• **ASSIGNMENT**: If a line of the records holds the word "canvas", copy it out.

• **Saved data entries**:
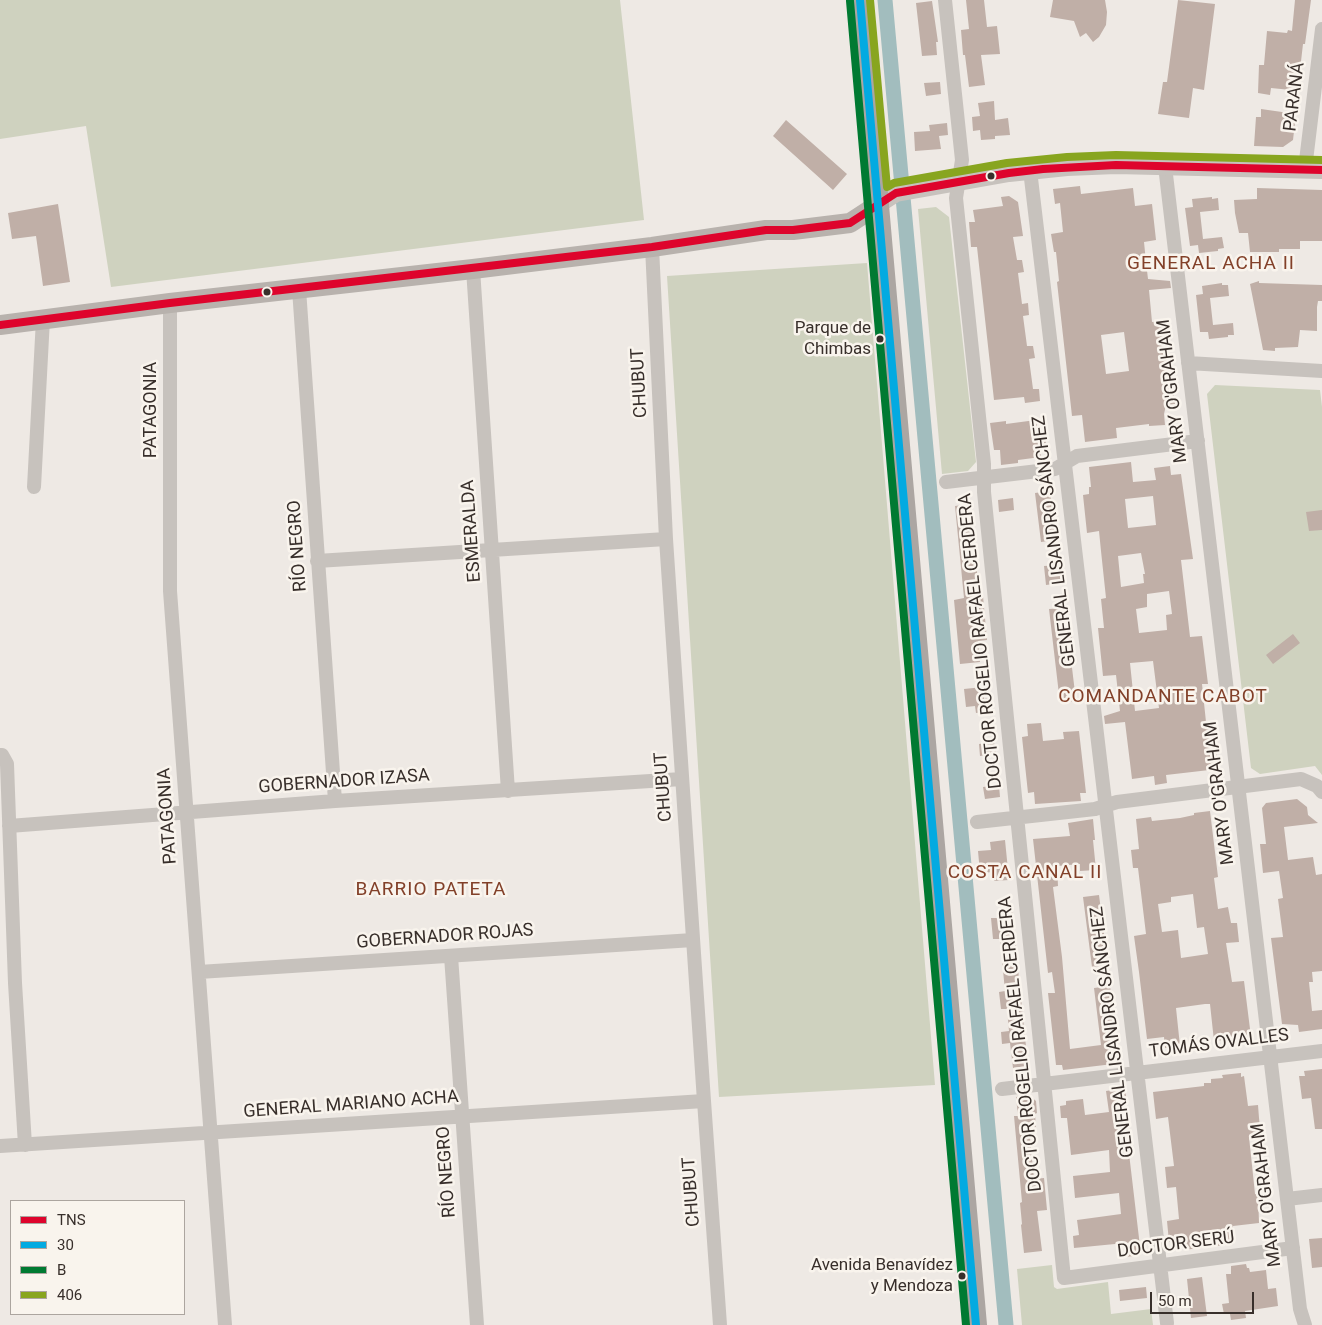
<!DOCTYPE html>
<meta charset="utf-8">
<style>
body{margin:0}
#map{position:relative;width:1322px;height:1325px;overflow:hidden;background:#eee9e4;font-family:Roboto,sans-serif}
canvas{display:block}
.legend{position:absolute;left:10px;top:1200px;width:175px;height:115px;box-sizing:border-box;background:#f9f4ed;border:1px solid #aca59f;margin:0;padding:6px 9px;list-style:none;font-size:15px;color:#382f2b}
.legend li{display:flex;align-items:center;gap:10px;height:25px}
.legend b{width:25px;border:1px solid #aca59f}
.scale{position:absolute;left:1150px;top:1292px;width:104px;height:22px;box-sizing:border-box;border:2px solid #382f2b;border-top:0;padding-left:6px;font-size:15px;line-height:18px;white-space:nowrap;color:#382f2b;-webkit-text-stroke:4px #f9f4ed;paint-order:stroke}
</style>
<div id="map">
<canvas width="1322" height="1325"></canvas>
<ul class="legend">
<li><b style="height:6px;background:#de042c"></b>TNS</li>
<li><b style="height:6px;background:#03aae1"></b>30</li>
<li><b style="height:6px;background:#007a32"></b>B</li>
<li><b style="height:6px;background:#88a51f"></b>406</li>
</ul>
<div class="scale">50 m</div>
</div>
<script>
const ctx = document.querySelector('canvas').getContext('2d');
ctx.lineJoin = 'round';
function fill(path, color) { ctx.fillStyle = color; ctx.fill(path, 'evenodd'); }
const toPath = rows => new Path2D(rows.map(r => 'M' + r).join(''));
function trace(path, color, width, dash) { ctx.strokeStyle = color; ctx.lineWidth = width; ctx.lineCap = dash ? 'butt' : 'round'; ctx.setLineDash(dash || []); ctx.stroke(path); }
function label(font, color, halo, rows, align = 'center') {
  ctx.font = font + ' Roboto,sans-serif'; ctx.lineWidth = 5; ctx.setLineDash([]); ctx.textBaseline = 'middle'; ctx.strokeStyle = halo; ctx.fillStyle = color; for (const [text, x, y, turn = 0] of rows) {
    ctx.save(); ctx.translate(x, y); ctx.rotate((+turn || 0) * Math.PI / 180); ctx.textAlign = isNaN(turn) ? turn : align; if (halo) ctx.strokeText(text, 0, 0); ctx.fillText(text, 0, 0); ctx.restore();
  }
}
const green = toPath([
 [0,0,620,0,644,220,111,287,86,126,0,139],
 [936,207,949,217,976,462,968,471,942,474,918,209],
 [867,263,935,1085,719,1097,667,276],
 [1215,385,1320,390,1322,407,1322,775,1315,766,1260,774,1251,768,1207,394],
 [1052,1265,1054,1287,1057,1289,1108,1282,1111,1314,1151,1309,1153,1325,1022,1325,1017,1269]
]);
const canal = toPath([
 [885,0,1006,1325]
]);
const building = toPath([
 [966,0,984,0,987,27,997,26,1000,54,981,55,985,85,969,87,965,55,963,55,961,30,969,29],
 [1053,0,1105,0,1107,12,1106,25,1099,37,1093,42,1086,33,1080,37,1074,21,1050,17],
 [1178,0,1215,4,1204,90,1193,88,1189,118,1158,114,1163,82,1167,82],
 [1295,0,1311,0,1305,44,1303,44,1300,70,1298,70,1296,89,1292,88,1291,90,1271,88,1270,95,1258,93,1259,65,1264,65,1267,31,1287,33,1288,30,1292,31],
 [932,1,938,42,936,42,937,55,922,56,916,3],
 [940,82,941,94,926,96,924,83],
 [994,101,995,120,1008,118,1010,135,995,136,995,139,981,140,980,130,973,131,972,117,980,116,978,103],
 [1261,109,1296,114,1293,140,1283,147,1254,146,1256,117,1261,117],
 [786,120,847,174,833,190,773,136],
 [947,123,948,135,939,136,941,149,915,151,914,132,930,131,929,125],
 [1080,186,1081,194,1133,188,1135,206,1152,204,1156,240,1144,242,1146,262,1148,279,1170,281,1171,288,1149,290,1152,322,1165,320,1175,404,1166,405,1164,414,1165,425,1149,426,1149,424,1116,428,1117,438,1085,442,1082,415,1072,416,1057,282,1059,281,1056,252,1054,252,1051,234,1063,232,1060,203,1055,204,1053,189],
 [1124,332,1129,371,1106,374,1101,335],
 [1257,188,1322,190,1322,241,1300,241,1300,249,1279,249,1279,252,1250,252,1248,233,1239,233,1235,213,1234,200,1257,199],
 [1009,196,1018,202,1023,236,1013,237,1017,260,1022,260,1024,272,1018,273,1022,304,1028,303,1029,315,1023,316,1027,346,1033,346,1035,358,1029,359,1033,389,1039,389,1040,401,1025,403,1024,397,994,400,977,247,971,247,969,222,975,222,973,210,1003,206,1001,197],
 [1212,197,1212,199,1218,198,1219,210,1200,212,1203,239,1222,237,1224,248,1218,249,1218,251,1199,253,1198,245,1190,246,1185,208,1193,207,1192,199],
 [58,204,70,282,43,286,36,236,12,239,8,213],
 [1259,281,1259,283,1322,285,1322,301,1318,301,1317,307,1317,331,1300,330,1298,347,1275,348,1275,351,1263,350,1250,284],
 [1222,283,1222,285,1228,285,1229,296,1210,298,1213,325,1233,323,1234,335,1228,335,1228,337,1209,339,1208,332,1200,332,1196,295,1203,294,1202,286],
 [1036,420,1038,433,1044,432,1046,444,1040,445,1041,457,1018,460,1018,463,1001,465,1000,450,994,450,990,423,1006,421,1006,424],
 [1131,462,1133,482,1156,480,1154,468,1170,466,1171,475,1181,474,1193,559,1181,560,1189,628,1190,637,1202,636,1208,684,1202,684,1206,722,1213,722,1218,769,1166,775,1167,783,1155,785,1154,776,1132,779,1125,722,1105,724,1104,716,1120,711,1116,675,1103,676,1098,628,1104,628,1101,599,1106,598,1101,551,1099,531,1087,533,1083,495,1089,494,1089,487,1091,487,1089,467],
 [1153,496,1156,525,1128,528,1125,499],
 [1141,553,1145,574,1143,574,1144,583,1121,587,1118,556],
 [1169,591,1172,614,1166,615,1167,630,1139,633,1136,609,1147,607,1147,594],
 [1153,661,1159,708,1135,711,1130,663],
 [1050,491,1057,540,1041,542,1035,493],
 [1013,498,1014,510,999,512,998,500],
 [970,504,978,582,980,597,983,596,987,640,978,641,980,662,960,664,954,600,964,598,955,506],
 [1322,510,1322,530,1309,531,1306,512],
 [1059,565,1061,583,1046,585,1044,566],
 [1064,608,1067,632,1071,632,1073,650,1070,651,1076,701,1060,703,1049,609],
 [1293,634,1300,643,1273,664,1266,655],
 [983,687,984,699,990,698,991,711,976,713,975,706,966,707,964,689],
 [1041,723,1043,741,1064,739,1063,732,1079,731,1086,793,1080,793,1081,801,1035,804,1034,792,1028,793,1022,737,1028,736,1027,724],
 [994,742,996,754,980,756,979,744],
 [999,785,1000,797,985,799,983,787],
 [1297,799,1307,807,1308,815,1318,823,1284,827,1288,860,1313,857,1316,875,1322,874,1322,971,1312,972,1313,982,1309,982,1312,1011,1322,1010,1322,1029,1299,1032,1298,1025,1282,1024,1271,938,1283,937,1278,899,1283,898,1279,871,1263,873,1260,844,1266,844,1262,808,1266,803],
 [1210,811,1218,877,1214,878,1218,909,1228,907,1231,923,1237,923,1239,942,1226,943,1232,982,1244,981,1251,1037,1214,1041,1210,1004,1205,1004,1176,1008,1180,1046,1165,1048,1164,1037,1147,1039,1139,972,1134,936,1146,934,1138,868,1133,868,1131,850,1139,849,1136,819,1151,817,1152,821,1180,818,1194,815,1194,813],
 [1193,894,1197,928,1204,927,1208,954,1181,958,1178,930,1162,932,1158,904,1171,902,1171,897],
 [1093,819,1095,840,1093,840,1096,870,1080,871,1080,864,1057,866,1058,886,1053,887,1062,957,1070,1049,1101,1045,1094,988,1110,986,1118,1057,1112,1058,1113,1064,1063,1070,1062,1065,1056,1065,1048,993,1055,993,1052,972,1048,973,1033,839,1070,836,1068,823],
 [1005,840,1009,880,994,881,993,872,980,873,978,851,991,850,990,842],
 [1099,895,1108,965,1092,967,1083,897],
 [1012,910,1028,1066,1013,1068,1010,1043,1002,1044,1001,1032,1009,1031,1007,1009,1001,1009,999,992,1005,991,1000,939,993,939,991,918,997,918,997,912],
 [1322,1069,1322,1129,1315,1129,1311,1098,1302,1099,1299,1076,1305,1076,1304,1071],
 [1241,1073,1241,1077,1244,1076,1248,1106,1258,1105,1259,1118,1261,1136,1249,1137,1255,1194,1258,1194,1259,1223,1233,1226,1234,1244,1183,1250,1182,1240,1169,1242,1167,1221,1179,1219,1176,1187,1167,1188,1165,1167,1174,1166,1168,1117,1156,1119,1153,1092,1204,1086,1204,1083,1211,1083,1211,1079,1223,1078,1222,1075],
 [1125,1088,1127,1104,1124,1105,1124,1111,1141,1255,1126,1257,1125,1243,1074,1248,1073,1236,1079,1235,1077,1220,1121,1214,1119,1193,1075,1198,1073,1176,1110,1172,1109,1150,1071,1155,1067,1118,1061,1118,1060,1106,1066,1105,1066,1101,1083,1099,1085,1115,1109,1112,1106,1091],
 [1029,1095,1036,1101,1037,1113,1035,1114,1036,1127,1029,1128,1034,1179,1044,1178,1047,1210,1037,1211,1042,1251,1024,1253,1021,1225,1022,1224,1020,1203,1022,1202,1014,1116,1018,1116,1016,1097],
 [1322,1238,1322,1267,1312,1268,1309,1239],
 [1246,1264,1247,1268,1249,1268,1250,1272,1266,1270,1268,1289,1276,1288,1278,1306,1245,1311,1246,1318,1231,1320,1230,1314,1224,1314,1222,1304,1229,1303,1226,1274,1231,1274,1231,1266],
 [1202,1277,1207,1316,1191,1318,1187,1279],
 [1146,1287,1147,1298,1120,1301,1119,1290]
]);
const minor = toPath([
 [945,0,962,160,956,198,984,464,984,492,1064,1278,1293,1248],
 [1165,166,1300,1309,1305,1325],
 [1305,169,1322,29],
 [1030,170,1167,1323],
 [652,247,666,539,704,1101,720,1325],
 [473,269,508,791],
 [299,289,335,801],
 [170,303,170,591,225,1325],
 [1188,363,1322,371],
 [946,482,1055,469,1077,456,1198,441],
 [34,487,43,319],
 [317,561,666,539],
 [0,755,2,755,7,764,15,983,25,1145],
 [977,822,1095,809,1117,802,1301,779,1317,786,1322,792],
 [9,826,335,801,682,779],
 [451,956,477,1325],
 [199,972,693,940],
 [1002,1089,1322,1051],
 [0,1146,704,1101],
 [1287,1199,1322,1195]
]);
const tertiary = toPath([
 [879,204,896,193,1009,173,1067,167,1116,165,1322,170]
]);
const secondary = toPath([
 [0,325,170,303,473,269,652,247,766,230,793,230,850,223,879,204]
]);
const primary = toPath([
 [860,0,976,1325]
]);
const bus1 = toPath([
 [0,325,170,303,652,247,766,230,793,230,850,223,896,193,1009,173,1043,169,1116,165,1322,170]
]);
const bus2 = toPath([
 [860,0,976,1325]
]);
const bus3 = toPath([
 [850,1,966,1325]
]);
const bus4 = toPath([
 [870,0,887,187,894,183,1007,163,1067,157,1116,155,1322,160]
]);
const markers = [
 [991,176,4.5,"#382f2b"],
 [267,292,4.5,"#382f2b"],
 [880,339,4.5,"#382f2b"],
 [962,1276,4.5,"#382f2b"]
];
const busNames = [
 ["Parque de",871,329],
 ["Chimbas",871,350],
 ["Avenida Benavídez",953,1266],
 ["y Mendoza",953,1287]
];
const streetNames = [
 ["PARANÁ",1295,97,-83],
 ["CHUBUT",640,383,-93],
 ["MARY O'GRAHAM",1173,391,-97],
 ["PATAGONIA",151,410,-90],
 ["ESMERALDA",472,531,-94],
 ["GENERAL LISANDRO SÁNCHEZ",1055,541,-97],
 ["RÍO NEGRO",298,546,-94],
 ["DOCTOR ROGELIO RAFAEL CERDERA",981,641,-96],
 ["GOBERNADOR IZASA",344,782,-4],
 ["CHUBUT",664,787,-94],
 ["MARY O'GRAHAM",1220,793,-97],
 ["PATAGONIA",168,816,-94],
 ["GOBERNADOR ROJAS",445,937,-4],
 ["GENERAL LISANDRO SÁNCHEZ",1113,1032,-97],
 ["DOCTOR ROGELIO RAFAEL CERDERA",1021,1044,-96],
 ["TOMÁS OVALLES",1219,1044,-7],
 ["GENERAL MARIANO ACHA",351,1105,-4],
 ["RÍO NEGRO",447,1172,-94],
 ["CHUBUT",692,1192,-94],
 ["MARY O'GRAHAM",1267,1195,-97],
 ["DOCTOR SERÚ",1176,1245,-7]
];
const neighbourhoodNames = [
 ["GENERAL ACHA II",1211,264],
 ["COMANDANTE CABOT",1163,697],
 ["COSTA CANAL II",1025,873],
 ["BARRIO PATETA",431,890]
];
fill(green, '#cfd2bf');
trace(canal, '#a2bdbe', 15);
fill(building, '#c0afa7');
trace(minor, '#c7c2bd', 14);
trace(tertiary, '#c7c2bd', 18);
trace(secondary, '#b8b2ad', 20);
trace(primary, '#aca6a2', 22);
trace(bus1, '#de042c', 8);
trace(bus2, '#03aae1', 8);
trace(bus3, '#007a32', 8);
trace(bus4, '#88a51f', 8);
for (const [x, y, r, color] of markers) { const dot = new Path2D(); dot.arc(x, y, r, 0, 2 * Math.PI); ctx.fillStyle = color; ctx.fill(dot); trace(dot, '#f9f4ed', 2); }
label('17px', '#382f2b', '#f9f4ed', busNames, 'right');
label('18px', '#382f2b', '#f9f4ed', streetNames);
ctx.letterSpacing = '1px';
label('19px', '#824029', '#f9f4ed', neighbourhoodNames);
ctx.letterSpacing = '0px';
</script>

• **RESPONSE TO THE TASK**:
canvas{display:block}
<canvas width="1322" height="1325"></canvas>
const ctx = document.querySelector('canvas').getContext('2d');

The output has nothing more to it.